Post n°840 pubblicato il 09 Gennaio 2013 da VoceProletaria

L'Italia dei Vedovi

di Alessandra Daniele,  07.01.2013

Qual è il film italiano che illustra meglio la parabola berlusconiana? Non Il Caimano, che finisce per dare al ''Cavaliere Oscuro'' statura da supervillain, e si conclude con un fosco vaticinio fondato e credibile quanto la profezia Maya. I borghesi berlusconiani non avranno mai voglia né bisogno di turbare l'ordine pubblico, perché le regole dell'ordine pubblico sono fatte da gente come loro, in favore di gente come loro. Le megere impellicciate, i notai evasori, gli aspiranti tronisti e veline non si daranno mai ai tumulti di piazza. Morto un Berlusconi, ne faranno un altro.
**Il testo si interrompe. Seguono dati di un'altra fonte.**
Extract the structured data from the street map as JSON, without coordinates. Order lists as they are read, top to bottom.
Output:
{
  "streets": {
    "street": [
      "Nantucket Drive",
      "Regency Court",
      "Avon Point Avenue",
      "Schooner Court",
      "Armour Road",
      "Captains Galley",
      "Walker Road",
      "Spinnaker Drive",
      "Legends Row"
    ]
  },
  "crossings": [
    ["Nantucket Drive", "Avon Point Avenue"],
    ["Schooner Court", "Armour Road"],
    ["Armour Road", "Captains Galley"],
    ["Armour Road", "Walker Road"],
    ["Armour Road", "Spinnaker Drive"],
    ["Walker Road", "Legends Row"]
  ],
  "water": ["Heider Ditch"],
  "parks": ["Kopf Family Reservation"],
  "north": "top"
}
Grillo infatti li corteggia assiduamente, postando elegie della piccola imprenditoria, e filippiche xenofobe.
Il film italiano che fotografa la parabola berlusconiana con assoluta, inesorabile precisione è del 1959: ''Il Vedovo'', di Dino Risi.
Spoiler
Alberto Nardi (Sordi) è un imprenditore truffaldino, velleitario, fascistoide, e puttaniere, che per salvarsi dai debiti decide di ammazzare la ricca e sprezzante moglie Elvira Almiraghi (Franca Valeri) appartenente al ''salotto buono'' della finanza, per ereditarne il patrimonio.
I complici di Nardi non sono migliori di lui: il compunto e servile marchese decaduto Stucchi (un grande Livio Lorenzon) l'ottuso zio tassinaro, e Fritzmayer, l'ingegnere incapace, sotto processo in Germania: «per motivi politici?» Chiede Stucchi, Nardi risponde «no, ha aggredito una bambina».
L'elaborato quanto stupido piano omicida si trasforma in un boomerang: alla fine, a precipitare nel pozzo dell'ascensore brevettato Fritzmayer è proprio Nardi, spinto da Stucchi (forse) inavvertitamente.
Ai tre ex complici non resta che partecipare al funerale, al seguito della vedova Almiraghi, e insieme a Gioia, amante di Nardi, bionda primogenita d'una famiglia di aspiranti ballerine e annunciatrici Rai, che già si prepara a riciclarsi con un grande industriale.
Berlusconi è caduto. Su un cuscino di miliardi, quindi non s'è sfracellato, ma è ormai irrimediabilmente caduto dall'attico, e non ci tornerà più. I suoi ex complici si stanno riciclando, come Gioia.
«Saliamo in politica per cambiarla» ha twittato Mario Monti, dal salotto buono. Gli ingredienti della sua salamoia sono fresche primizie come Pierferdinando Casini, ex DC, ex alleato di Berlusconi, ex corteggiatore di Bersani; Gianfranco Fini, ex delfino di Almirante, frequentatore di caserme durante il G8 di Genova, ex alleato di Berlusconi; e Beppe Pisanu, in Parlamento dal 1972, ex DC, ex Forza Italia e PdL, coinvolto nel caso P2, ex ministro dell'Interno di Berlusconi. The Ex Files.
Come praticamente tutti gli altri partiti in gara, la lista cinica Montiana s'appella al ''ceto medio'', includendo artatamente nella definizione anche i precari più sfruttati, perché si sa, quanto più il criceto medio è inconsapevole della sua reale condizione, tanto più è disposto a continuare a correre nella ruota dell'economia per farla girare, magari sperando si attivi anche per lui il cosiddetto ascensore sociale.
L'obiettivo specifico di Monti è impedire al PD di ottenere la maggioranza al Senato, in modo che sia inevitabile un'altra Grossolana Coalizione, quel Monti-bis che sarà anche la rivincita dei nerd di Renzi.
E farà cadere il Silenzio sui sonetti di Vendola, come sui campi di Trenzalore.
Monti è arrivato per restare, solo uno stordito come Bersani avrebbe potuto bersi la cazzata del prof disinteressato che fa il lavoro sporco, e poi gli consegna il trono. Anche Bersani a suo modo è un Alberto Nardi vittima del suo stesso piano idiota.
Il piano di Monti, e dei suoi referenti era un altro.
E da quel piano Bersani sta per precipitare nel pozzo dell'ascensore sociale.
Brevetto Fritzmayer.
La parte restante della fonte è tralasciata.